Small Businesses Drive Big IT Advances
Robert Drucker is a blunt, tough-talking 64-year-old who used to own a dry-cleaning business in Queens, N.Y. He'll tell you with some sense of pride that he's never had any formal computer training.
But when Drucker tells you information technology matters, you might want to listen.
Why? Because Drucker has built a pharmacy business, RxUSA, that, with just 18 employees, rang up $209 million in revenue in the first half of this year—after doing $276 million in sales all of last year.
And Drucker, a pharmacist who thinks of himself first as an entrepreneur, says there's no way he could grow the business without information technology. "It's the key to being able to manage with a minimum of physical workforce and a maximum of productivity," he says.
Drucker, who has run several businesses, opened RxUSA in 1999 with a computer system he installed in the back room of a dry-cleaning venture he owned at the time.
As the business began to take off, Drucker and his business partner, RxUSA executive vice president Mark Scovotti, went looking for a system that would keep track of the drugs they bought and sold, handle purchase orders, analyze sales, and ensure that their pricing and product information was always up-to-date.
It wasn't easy, but they found another small business, a software company called Xiacon, which was willing to finely tailor an existing inventory management system to meet RxUSA's every need.
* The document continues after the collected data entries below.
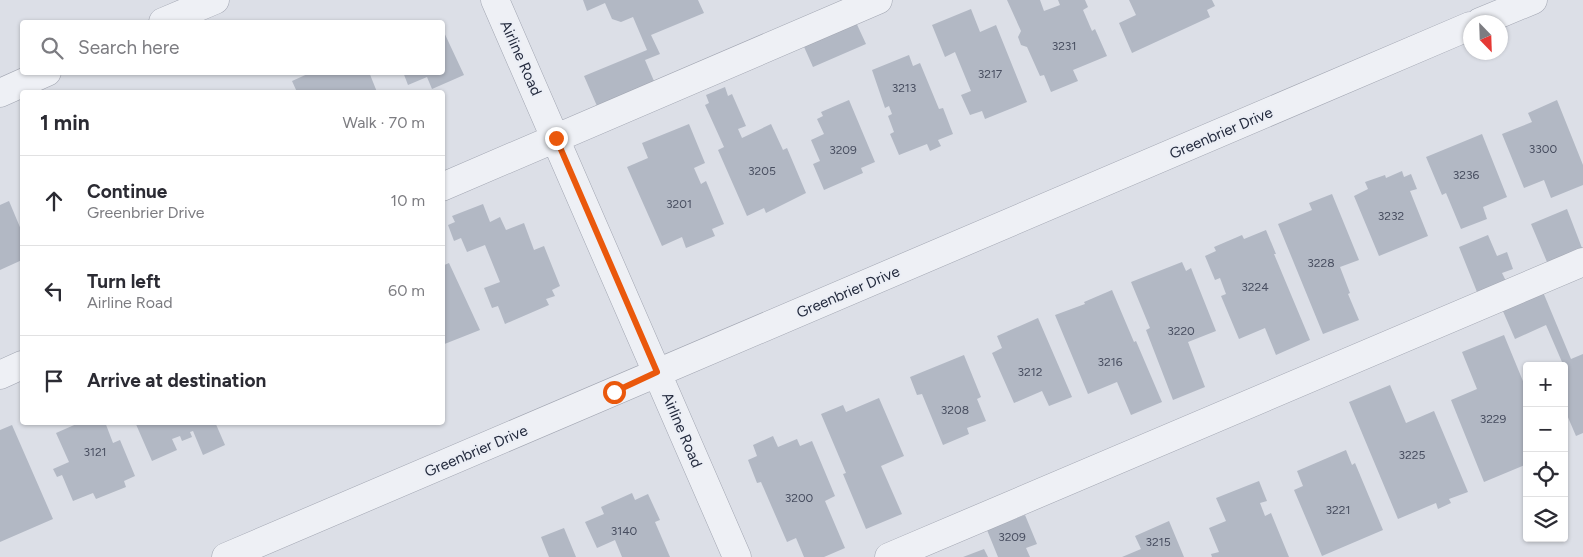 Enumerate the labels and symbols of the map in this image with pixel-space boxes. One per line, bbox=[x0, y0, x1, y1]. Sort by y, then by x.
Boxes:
north arrow bbox=[1463, 15, 1508, 60]
street label: Airline Road bbox=[496, 18, 546, 98]
house number: 3231 bbox=[1052, 39, 1076, 53]
house number: 3217 bbox=[978, 67, 1003, 81]
house number: 3213 bbox=[892, 81, 916, 95]
street label: Greenbrier Drive bbox=[1167, 103, 1275, 163]
route end bbox=[545, 127, 568, 150]
house number: 3300 bbox=[1529, 142, 1558, 156]
house number: 3209 bbox=[829, 143, 857, 157]
house number: 3205 bbox=[748, 164, 776, 178]
house number: 3236 bbox=[1453, 168, 1479, 182]
house number: 3201 bbox=[666, 197, 692, 211]
house number: 3232 bbox=[1378, 209, 1404, 223]
house number: 3228 bbox=[1307, 256, 1335, 270]
street label: Greenbrier Drive bbox=[794, 262, 902, 322]
house number: 3224 bbox=[1241, 280, 1269, 294]
house number: 3220 bbox=[1167, 324, 1195, 338]
house number: 3216 bbox=[1098, 355, 1123, 369]
house number: 3212 bbox=[1018, 365, 1042, 379]
route start bbox=[603, 381, 626, 404]
street label: Airline Road bbox=[658, 390, 706, 470]
house number: 3208 bbox=[941, 403, 969, 417]
house number: 3229 bbox=[1480, 412, 1507, 426]
street label: Greenbrier Drive bbox=[422, 421, 530, 481]
house number: 3121 bbox=[83, 445, 107, 459]
house number: 3225 bbox=[1399, 448, 1426, 462]
house number: 3200 bbox=[785, 491, 814, 505]
house number: 3221 bbox=[1326, 503, 1350, 517]
house number: 3140 bbox=[611, 524, 638, 538]
house number: 3209 bbox=[998, 530, 1026, 544]
house number: 3215 bbox=[1145, 535, 1171, 549]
The system was deployed in 2001 and, since then, the business has doubled.
Today, the company buys bulk brand or generic drugs from larger pharmaceutical distributors and has them shipped to its 6,000-square-foot warehouse on New York's Long Island. The system allows the company to handle 300 to 400 daily orders, send out $5 million worth of product in a day, and be able to instantly track the whereabouts of all shipments and deliveries.
"And we do it with three warehouse people and one pharmacy supervisor; the rest is all technology," says Drucker of the company's pharmacy operations.
But RxUSA isn't alone in using technology to run a lean-and-mean operation.
You will find in this issue of Baseline four more stories like Drucker's—chief executives of smaller businesses who are evangelists when it comes to information technology. All have found different ways to use technology, but the results are the same: Their businesses are growing, while their head counts are not.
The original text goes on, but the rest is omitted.